• What is required:
Locate each line below that includes "function" and reproduce it.

• Information shown:
BEGIN

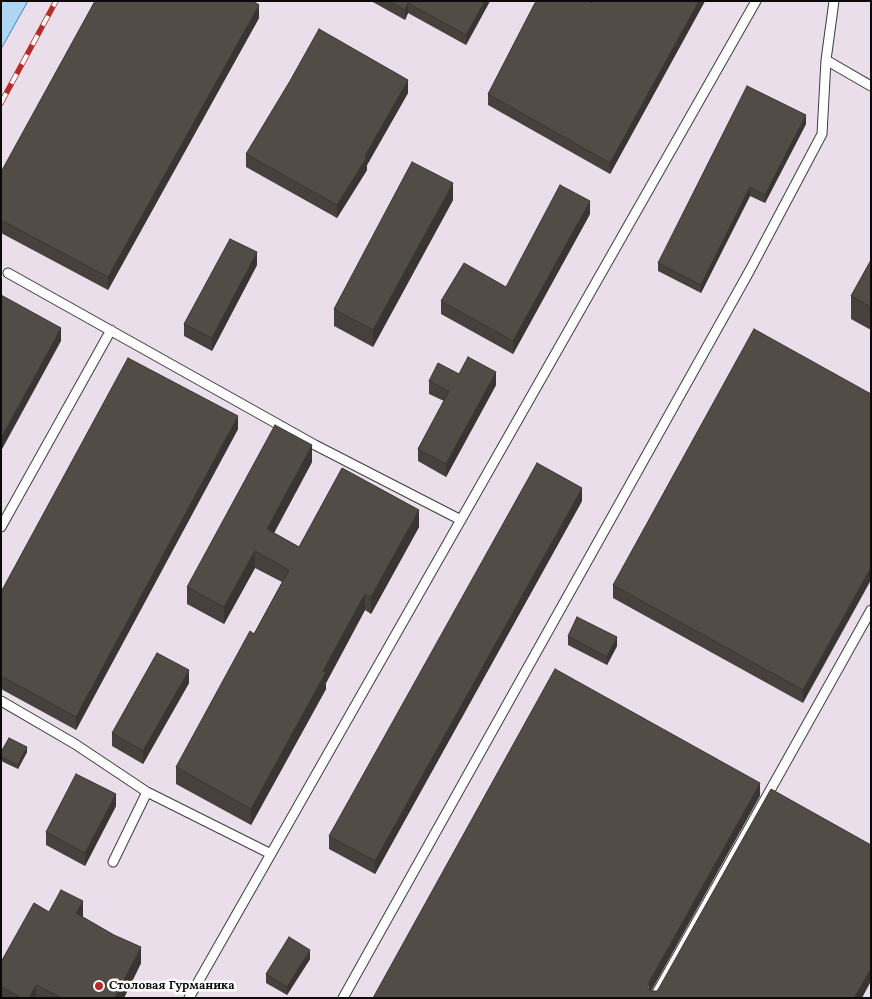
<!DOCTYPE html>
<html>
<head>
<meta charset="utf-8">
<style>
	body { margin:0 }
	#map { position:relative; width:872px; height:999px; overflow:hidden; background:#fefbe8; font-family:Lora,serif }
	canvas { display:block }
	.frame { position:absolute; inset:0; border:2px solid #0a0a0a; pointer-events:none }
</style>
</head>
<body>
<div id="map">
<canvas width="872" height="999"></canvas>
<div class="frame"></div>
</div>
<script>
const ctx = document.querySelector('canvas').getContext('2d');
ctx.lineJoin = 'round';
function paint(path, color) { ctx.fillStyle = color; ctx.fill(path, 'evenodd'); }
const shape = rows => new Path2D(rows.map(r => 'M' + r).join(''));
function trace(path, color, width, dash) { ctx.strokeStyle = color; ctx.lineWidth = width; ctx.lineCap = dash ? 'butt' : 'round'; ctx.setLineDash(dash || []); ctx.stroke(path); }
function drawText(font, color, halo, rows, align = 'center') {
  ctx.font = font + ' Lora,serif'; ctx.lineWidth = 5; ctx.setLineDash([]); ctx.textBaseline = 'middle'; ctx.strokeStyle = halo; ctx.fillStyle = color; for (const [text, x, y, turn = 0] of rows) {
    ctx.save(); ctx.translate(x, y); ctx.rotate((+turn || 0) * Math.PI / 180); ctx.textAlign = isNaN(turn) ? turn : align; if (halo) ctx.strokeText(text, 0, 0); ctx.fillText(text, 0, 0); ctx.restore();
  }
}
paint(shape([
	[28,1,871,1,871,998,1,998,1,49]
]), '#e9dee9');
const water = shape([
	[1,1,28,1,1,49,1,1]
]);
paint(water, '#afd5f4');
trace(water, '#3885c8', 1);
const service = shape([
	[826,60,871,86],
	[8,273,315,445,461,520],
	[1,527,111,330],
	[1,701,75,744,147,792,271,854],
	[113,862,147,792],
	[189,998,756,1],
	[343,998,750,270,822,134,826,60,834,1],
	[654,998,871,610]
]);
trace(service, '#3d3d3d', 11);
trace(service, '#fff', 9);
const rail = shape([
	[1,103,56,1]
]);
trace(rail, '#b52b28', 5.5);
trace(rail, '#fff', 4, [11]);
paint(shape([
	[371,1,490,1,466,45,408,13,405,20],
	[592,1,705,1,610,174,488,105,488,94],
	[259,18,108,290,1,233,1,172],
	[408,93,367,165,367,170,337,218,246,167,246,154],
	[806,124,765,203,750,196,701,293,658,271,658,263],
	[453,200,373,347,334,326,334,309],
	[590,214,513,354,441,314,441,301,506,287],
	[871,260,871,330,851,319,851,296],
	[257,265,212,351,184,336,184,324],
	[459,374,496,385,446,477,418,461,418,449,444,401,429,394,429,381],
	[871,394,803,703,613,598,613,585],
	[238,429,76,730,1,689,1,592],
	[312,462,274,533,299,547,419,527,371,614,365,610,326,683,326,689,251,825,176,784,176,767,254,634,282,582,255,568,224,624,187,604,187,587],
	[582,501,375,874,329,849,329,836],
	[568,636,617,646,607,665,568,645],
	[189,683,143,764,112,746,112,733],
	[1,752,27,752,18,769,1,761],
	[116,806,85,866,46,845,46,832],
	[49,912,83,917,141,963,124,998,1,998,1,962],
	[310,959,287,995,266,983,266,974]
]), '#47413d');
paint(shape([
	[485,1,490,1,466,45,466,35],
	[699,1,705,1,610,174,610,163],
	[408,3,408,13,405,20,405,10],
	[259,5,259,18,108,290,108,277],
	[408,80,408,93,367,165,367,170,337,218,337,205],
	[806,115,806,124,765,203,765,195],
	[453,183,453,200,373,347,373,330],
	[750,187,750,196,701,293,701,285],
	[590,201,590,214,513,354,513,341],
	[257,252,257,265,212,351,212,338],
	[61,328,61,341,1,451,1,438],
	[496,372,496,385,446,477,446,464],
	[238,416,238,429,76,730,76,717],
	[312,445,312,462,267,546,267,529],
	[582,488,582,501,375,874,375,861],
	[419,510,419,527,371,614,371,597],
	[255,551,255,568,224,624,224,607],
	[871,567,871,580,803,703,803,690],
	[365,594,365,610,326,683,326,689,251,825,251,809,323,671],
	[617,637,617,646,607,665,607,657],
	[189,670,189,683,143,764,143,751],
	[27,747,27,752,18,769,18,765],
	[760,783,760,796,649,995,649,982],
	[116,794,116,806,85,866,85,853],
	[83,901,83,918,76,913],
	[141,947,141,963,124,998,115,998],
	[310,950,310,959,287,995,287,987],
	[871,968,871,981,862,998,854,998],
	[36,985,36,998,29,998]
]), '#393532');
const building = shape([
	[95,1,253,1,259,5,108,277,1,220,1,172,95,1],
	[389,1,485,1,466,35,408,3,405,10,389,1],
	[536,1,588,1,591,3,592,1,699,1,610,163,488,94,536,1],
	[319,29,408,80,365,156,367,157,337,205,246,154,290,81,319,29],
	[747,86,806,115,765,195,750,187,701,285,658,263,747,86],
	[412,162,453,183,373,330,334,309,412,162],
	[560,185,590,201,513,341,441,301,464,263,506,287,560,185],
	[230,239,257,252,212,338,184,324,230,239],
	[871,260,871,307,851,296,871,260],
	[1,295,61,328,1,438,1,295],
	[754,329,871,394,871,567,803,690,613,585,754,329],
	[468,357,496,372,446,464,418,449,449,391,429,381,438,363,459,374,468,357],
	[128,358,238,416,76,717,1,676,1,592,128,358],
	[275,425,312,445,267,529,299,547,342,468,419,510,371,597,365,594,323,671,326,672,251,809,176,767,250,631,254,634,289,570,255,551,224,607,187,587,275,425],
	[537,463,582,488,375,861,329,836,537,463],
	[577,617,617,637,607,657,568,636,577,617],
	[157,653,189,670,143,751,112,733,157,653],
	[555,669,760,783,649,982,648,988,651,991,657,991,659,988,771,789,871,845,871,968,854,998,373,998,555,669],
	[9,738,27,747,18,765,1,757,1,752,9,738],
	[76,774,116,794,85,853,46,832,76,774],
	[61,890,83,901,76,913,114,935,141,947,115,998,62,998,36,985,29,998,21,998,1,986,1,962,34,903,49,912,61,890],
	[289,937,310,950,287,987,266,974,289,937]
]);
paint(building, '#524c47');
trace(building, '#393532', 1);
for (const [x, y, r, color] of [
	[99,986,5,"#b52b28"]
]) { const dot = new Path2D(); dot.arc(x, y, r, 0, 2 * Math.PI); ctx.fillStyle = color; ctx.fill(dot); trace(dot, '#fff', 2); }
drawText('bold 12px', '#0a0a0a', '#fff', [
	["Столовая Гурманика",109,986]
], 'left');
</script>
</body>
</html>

END

• Solution to the exercise:
function paint(path, color) { ctx.fillStyle = color; ctx.fill(path, 'evenodd'); }
function trace(path, color, width, dash) { ctx.strokeStyle = color; ctx.lineWidth = width; ctx.lineCap = dash ? 'butt' : 'round'; ctx.setLineDash(dash || []); ctx.stroke(path); }
function drawText(font, color, halo, rows, align = 'center') {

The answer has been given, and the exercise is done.